----- MATERIAL FOR THIS EXERCISE -----

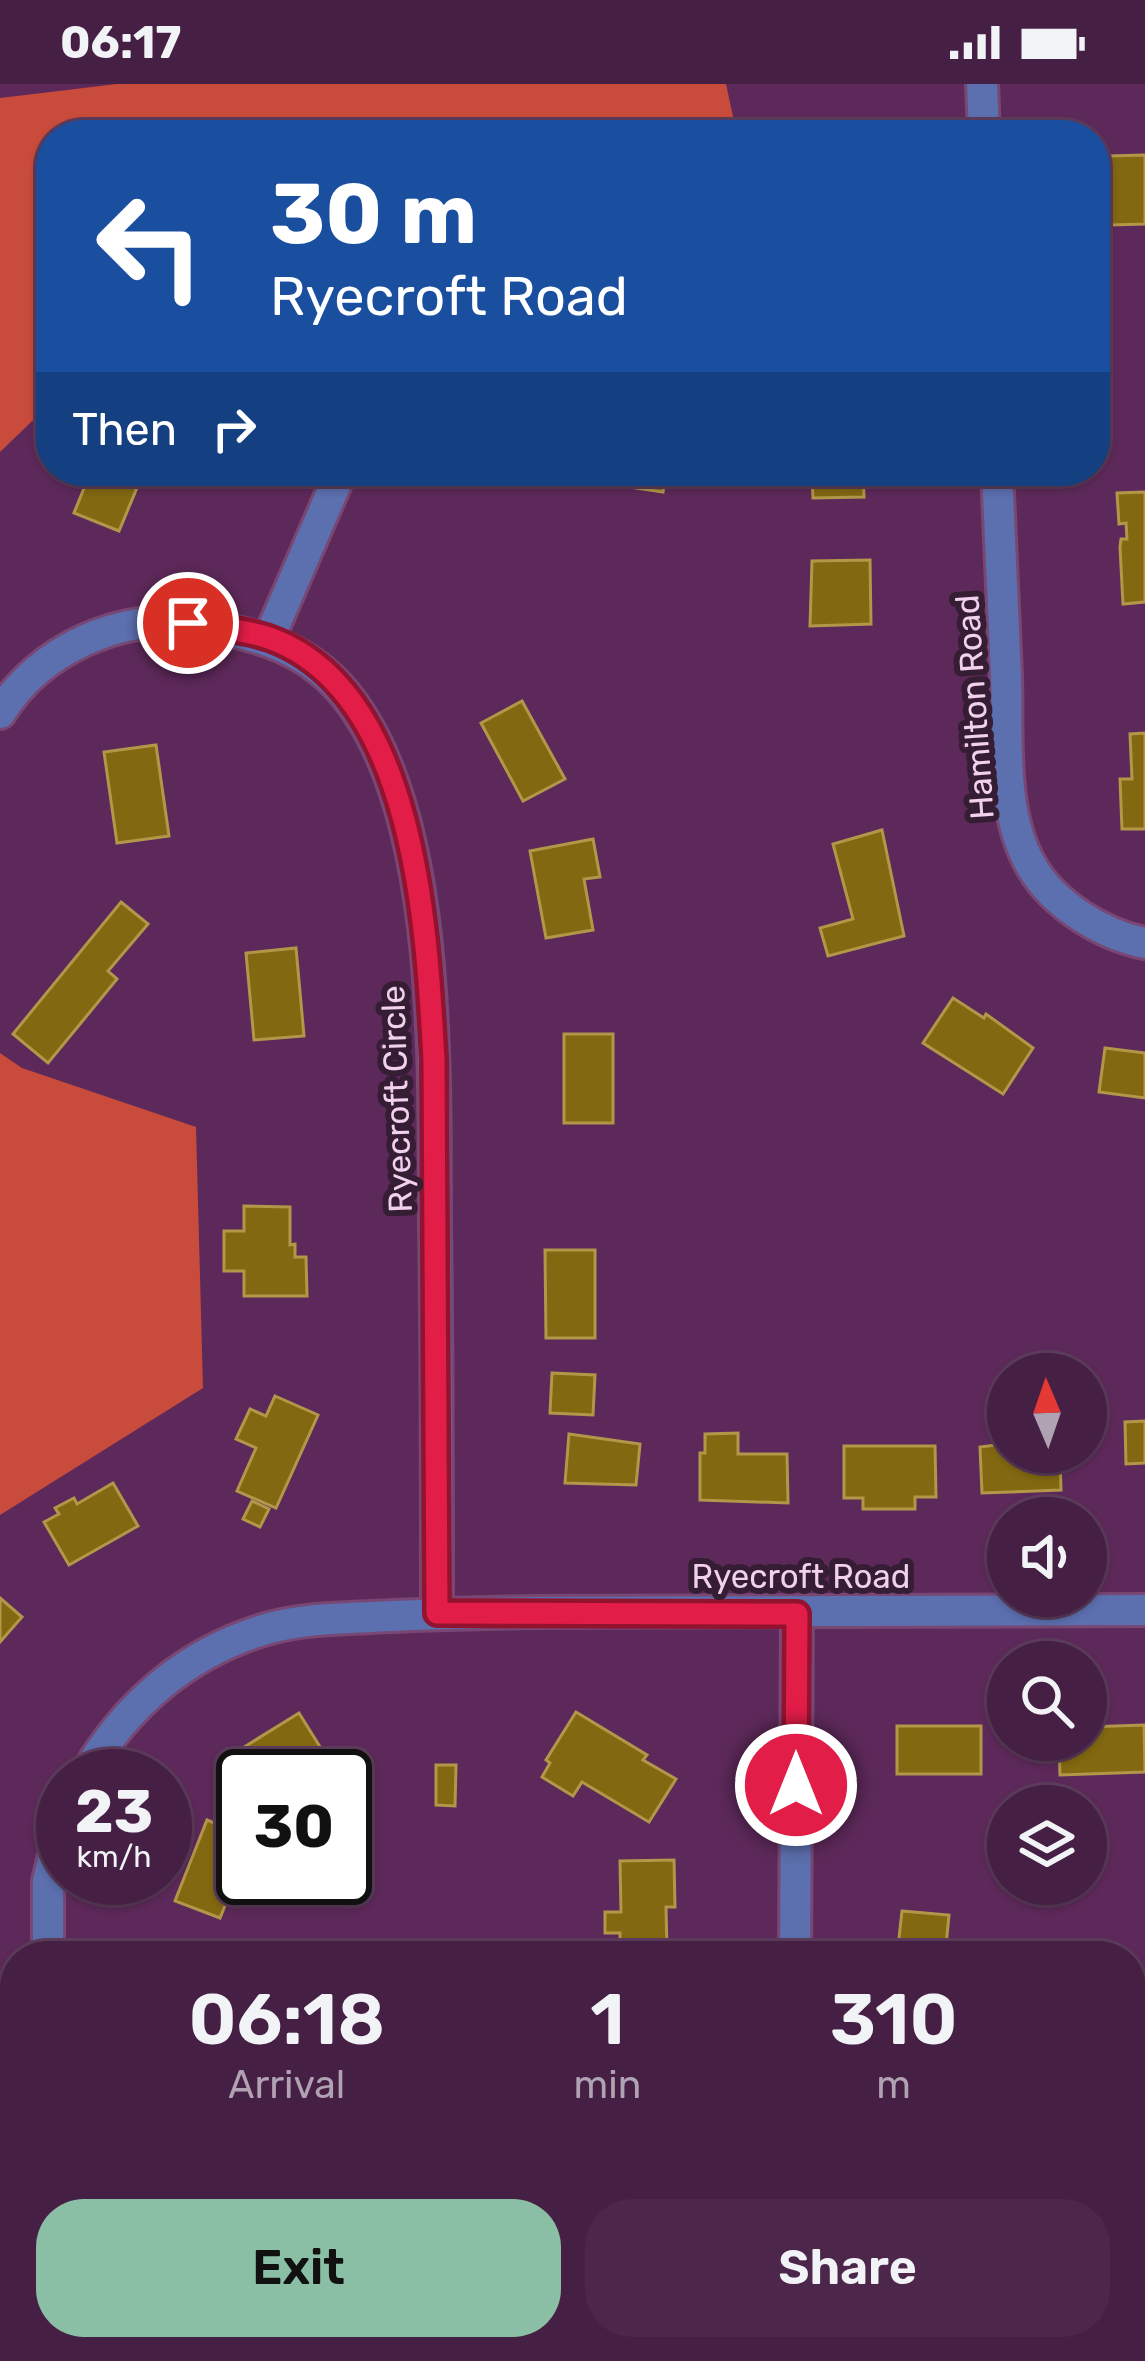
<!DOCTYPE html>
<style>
body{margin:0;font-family:Rubik,sans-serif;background:#4d274b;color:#f1f3f6;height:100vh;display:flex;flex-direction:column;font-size:45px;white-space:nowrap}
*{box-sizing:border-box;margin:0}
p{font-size:39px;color:#b0a2b2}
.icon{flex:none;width:66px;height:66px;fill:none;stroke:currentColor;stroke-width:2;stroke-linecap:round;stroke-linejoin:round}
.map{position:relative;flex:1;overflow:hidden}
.side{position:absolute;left:0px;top:1857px;width:1146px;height:420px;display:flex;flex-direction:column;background:#461f44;border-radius:48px 48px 0 0;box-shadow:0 3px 9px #0004,0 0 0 3px #5e3d5d}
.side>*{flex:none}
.guide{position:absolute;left:36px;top:36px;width:1074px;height:366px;border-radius:48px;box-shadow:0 3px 9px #0004,0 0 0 3px #5e3d5d;background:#1a4fa0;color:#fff;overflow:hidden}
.needle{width:78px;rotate:358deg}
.tools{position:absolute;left:987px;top:1269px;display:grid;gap:24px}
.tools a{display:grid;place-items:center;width:120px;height:120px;border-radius:50%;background:#461f44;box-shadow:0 3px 9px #0004,0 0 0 3px #5e3d5d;font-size:60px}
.speed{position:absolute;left:36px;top:1665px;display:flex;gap:24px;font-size:60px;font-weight:700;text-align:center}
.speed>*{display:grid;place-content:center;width:156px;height:156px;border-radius:50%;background:#461f44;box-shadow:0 3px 9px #0004,0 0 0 3px #5e3d5d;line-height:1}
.speed small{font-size:30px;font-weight:400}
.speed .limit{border:6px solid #111;border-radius:18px;background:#fff;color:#111}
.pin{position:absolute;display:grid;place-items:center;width:102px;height:102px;color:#fff;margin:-51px;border:6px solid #fff;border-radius:50%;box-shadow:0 3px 12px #0007}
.me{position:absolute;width:132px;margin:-66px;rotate:0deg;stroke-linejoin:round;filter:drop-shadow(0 0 9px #0008)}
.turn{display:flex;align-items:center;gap:42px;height:252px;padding:0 36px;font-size:54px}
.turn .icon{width:156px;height:156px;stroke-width:2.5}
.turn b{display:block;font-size:84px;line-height:102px}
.then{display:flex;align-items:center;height:114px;padding:0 36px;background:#0003;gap:24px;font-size:45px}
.eta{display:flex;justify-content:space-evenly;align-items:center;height:204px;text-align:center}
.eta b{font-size:72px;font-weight:600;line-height:84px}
.cta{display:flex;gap:24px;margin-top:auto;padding:24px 36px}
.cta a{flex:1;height:138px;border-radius:48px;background:#8abfa5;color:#111;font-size:48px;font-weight:600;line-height:138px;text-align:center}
.cta a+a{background:#4d274b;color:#f1f3f6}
.status{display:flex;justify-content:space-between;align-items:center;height:84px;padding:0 60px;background:#461f44;direction:ltr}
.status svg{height:33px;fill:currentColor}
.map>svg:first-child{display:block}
</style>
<div class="status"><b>06:17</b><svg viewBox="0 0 49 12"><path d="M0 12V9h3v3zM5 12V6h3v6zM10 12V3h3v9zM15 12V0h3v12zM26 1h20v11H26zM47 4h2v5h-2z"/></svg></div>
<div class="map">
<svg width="1145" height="2277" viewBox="0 0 1145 2277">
<rect width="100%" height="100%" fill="#5d295a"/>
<g fill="#c94b3b">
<path d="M117 0H726L737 51H51V319L0 368V14Z"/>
<path d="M0 969 22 984 196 1043 203 1304 0 1431Z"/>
<path d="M1145 1934V2277H1092L1086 2262H1131V1941Z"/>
</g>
<g fill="#826811" stroke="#b29749" stroke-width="3">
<path d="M1145 71V140L1111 141 1109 110H1104V97L1110 96 1109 72Z"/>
<path d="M91 387H144L119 447 74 429Z"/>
<path d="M604 387H666L663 408 602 399Z"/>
<path d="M802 387H863L864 413 813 414 812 394H802Z"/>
<path d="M1145 408V518L1123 520 1120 463 1121 455H1127L1126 439 1119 440 1117 409Z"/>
<path d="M870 476 871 540 810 542 812 477Z"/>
<path d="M522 617 565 695 523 717 481 639Z"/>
<path d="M1145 649V745H1122L1120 695H1132L1130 650Z"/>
<path d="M156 661 169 752 117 759 104 668Z"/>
<path d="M882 746 904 852 828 872 820 844 853 835 833 760Z"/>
<path d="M593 755 600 793 584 795 593 846 546 854 530 767Z"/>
<path d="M121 818 148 840 108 887 117 895 48 979 13 950Z"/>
<path d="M296 864 304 952 254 956 246 869Z"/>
<path d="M953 914 984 934 986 930 1033 964 1003 1010 923 959Z"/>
<rect x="564" y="950" width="49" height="89"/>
<path d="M1105 964 1145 969V1014L1099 1008Z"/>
<path d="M244 1122 290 1123V1161L295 1160V1173H306L307 1212H244V1187H224V1147H244Z"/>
<path d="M545 1166H595V1254H546Z"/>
<path d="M552 1289 595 1291 593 1331 550 1329Z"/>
<path d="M275 1312 318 1331 276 1424 237 1407 256 1364 236 1355 250 1325 266 1332Z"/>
<path d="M1145 1337V1379L1126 1380 1125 1338Z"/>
<path d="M738 1349V1370H787L788 1419 700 1416V1369H705V1350Z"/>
<path d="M569 1350 640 1360 636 1401 565 1399Z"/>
<path d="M1003 1360H1008V1368H1060L1061 1406 982 1409 980 1363Z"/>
<path d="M844 1362H935L936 1413H915V1425H863V1414H844Z"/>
<path d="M113 1399 138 1442 69 1481 44 1438 59 1430 55 1424 74 1414 77 1420Z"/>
<path d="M252 1417 269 1425 260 1443 243 1435Z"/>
<path d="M0 1514 22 1533 0 1558Z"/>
<path d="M576 1628 647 1671 643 1676 676 1695 649 1738 582 1698 573 1712 542 1693 550 1679 546 1676Z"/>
<path d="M299 1629 327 1674 299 1692H243V1697L228 1673Z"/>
<path d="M1144 1641 1145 1688 1060 1691 1059 1656H1086V1643Z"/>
<rect x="897" y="1642" width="84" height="48"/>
<path d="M436 1681H456L455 1722 436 1721Z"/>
<path d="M207 1736 243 1751V1777L220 1834 175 1817Z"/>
<path d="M674 1776 675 1823H666L667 1867 620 1868V1849H605V1828H621L620 1777Z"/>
<path d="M902 1827 949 1831 945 1872H897Z"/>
<path d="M165 2262H218V2274L166 2277Z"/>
<path d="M581 2262H631L626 2277Z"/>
</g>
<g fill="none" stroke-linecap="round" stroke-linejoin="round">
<defs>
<g id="minor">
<path d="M982 0 984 51"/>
<path d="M997 387C1000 455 1003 523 1006 592 1008 652 1000 730 1032 783 1054 821 1103 851 1145 859"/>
<path d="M269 554 336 399"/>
<path d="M0 629C39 566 121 528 195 540 259 551 311 563 352 619 442 742 434 991 435 1140 437 1270 437 1400 437 1530"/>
<path d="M85 1692C125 1622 185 1570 263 1546 298 1535 335 1535 371 1533 426 1530 480 1529 535 1528 738 1526 942 1528 1145 1526"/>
<path d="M48 1872V1797L63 1734"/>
<path d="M795 1872 797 1530"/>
<path d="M64 2262V2277"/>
<path d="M737 2277 741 2262"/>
</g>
</defs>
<use href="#minor" stroke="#784774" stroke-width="36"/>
<use href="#minor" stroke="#5c6fae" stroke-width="30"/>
</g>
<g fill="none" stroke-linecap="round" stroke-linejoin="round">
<defs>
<path id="route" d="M188 539C214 544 244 545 269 554 416 606 427 847 434 976L437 1529 797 1530 796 1701"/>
</defs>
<use href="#route" stroke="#92132f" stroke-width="30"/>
<use href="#route" stroke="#e11d48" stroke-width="21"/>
</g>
<g text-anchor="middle" stroke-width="12" stroke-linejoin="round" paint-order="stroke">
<g font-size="33" fill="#f1d1ed" stroke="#351d33">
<text transform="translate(974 623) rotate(-94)" y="12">Hamilton Road</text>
<text transform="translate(396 1015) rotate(-92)" y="12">Ryecroft Circle</text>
<text x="801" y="1504">Ryecroft Road</text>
</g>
</g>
</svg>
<div class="tools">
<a><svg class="needle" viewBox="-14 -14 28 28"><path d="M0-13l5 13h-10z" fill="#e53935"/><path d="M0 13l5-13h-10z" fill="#b0a2b2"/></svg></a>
<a><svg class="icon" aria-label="sound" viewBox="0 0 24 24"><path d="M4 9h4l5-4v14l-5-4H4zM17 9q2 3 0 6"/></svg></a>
<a><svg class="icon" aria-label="search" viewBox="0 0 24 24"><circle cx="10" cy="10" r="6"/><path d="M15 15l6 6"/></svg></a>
<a><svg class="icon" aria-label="layers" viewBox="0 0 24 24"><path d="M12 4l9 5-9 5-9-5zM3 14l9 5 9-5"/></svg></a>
</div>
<div class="speed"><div>23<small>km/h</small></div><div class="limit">30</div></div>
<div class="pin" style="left:188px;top:539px;background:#d93025"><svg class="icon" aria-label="arrive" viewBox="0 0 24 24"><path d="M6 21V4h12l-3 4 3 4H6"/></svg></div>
<svg class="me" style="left:796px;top:1701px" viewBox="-20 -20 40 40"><circle r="17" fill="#e11d48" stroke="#fff" stroke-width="3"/><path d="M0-11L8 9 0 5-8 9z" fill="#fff"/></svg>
<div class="guide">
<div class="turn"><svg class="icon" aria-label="left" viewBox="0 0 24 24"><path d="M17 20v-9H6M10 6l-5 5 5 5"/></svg><div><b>30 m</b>Ryecroft Road</div></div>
<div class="then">Then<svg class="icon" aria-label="right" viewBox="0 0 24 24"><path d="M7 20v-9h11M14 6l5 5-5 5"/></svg></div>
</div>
<section class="side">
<div class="eta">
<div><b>06:18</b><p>Arrival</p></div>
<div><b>1</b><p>min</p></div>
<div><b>310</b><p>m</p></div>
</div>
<div class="cta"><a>Exit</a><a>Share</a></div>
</section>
</div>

-----

Starting from the line that contains "20v-9H6M10 6l-5 5", give again every line to the last line of the data, exactly. Include nothing else.

**OUTPUT FOR THIS EXERCISE:**
<div class="turn"><svg class="icon" aria-label="left" viewBox="0 0 24 24"><path d="M17 20v-9H6M10 6l-5 5 5 5"/></svg><div><b>30 m</b>Ryecroft Road</div></div>
<div class="then">Then<svg class="icon" aria-label="right" viewBox="0 0 24 24"><path d="M7 20v-9h11M14 6l5 5-5 5"/></svg></div>
</div>
<section class="side">
<div class="eta">
<div><b>06:18</b><p>Arrival</p></div>
<div><b>1</b><p>min</p></div>
<div><b>310</b><p>m</p></div>
</div>
<div class="cta"><a>Exit</a><a>Share</a></div>
</section>
</div>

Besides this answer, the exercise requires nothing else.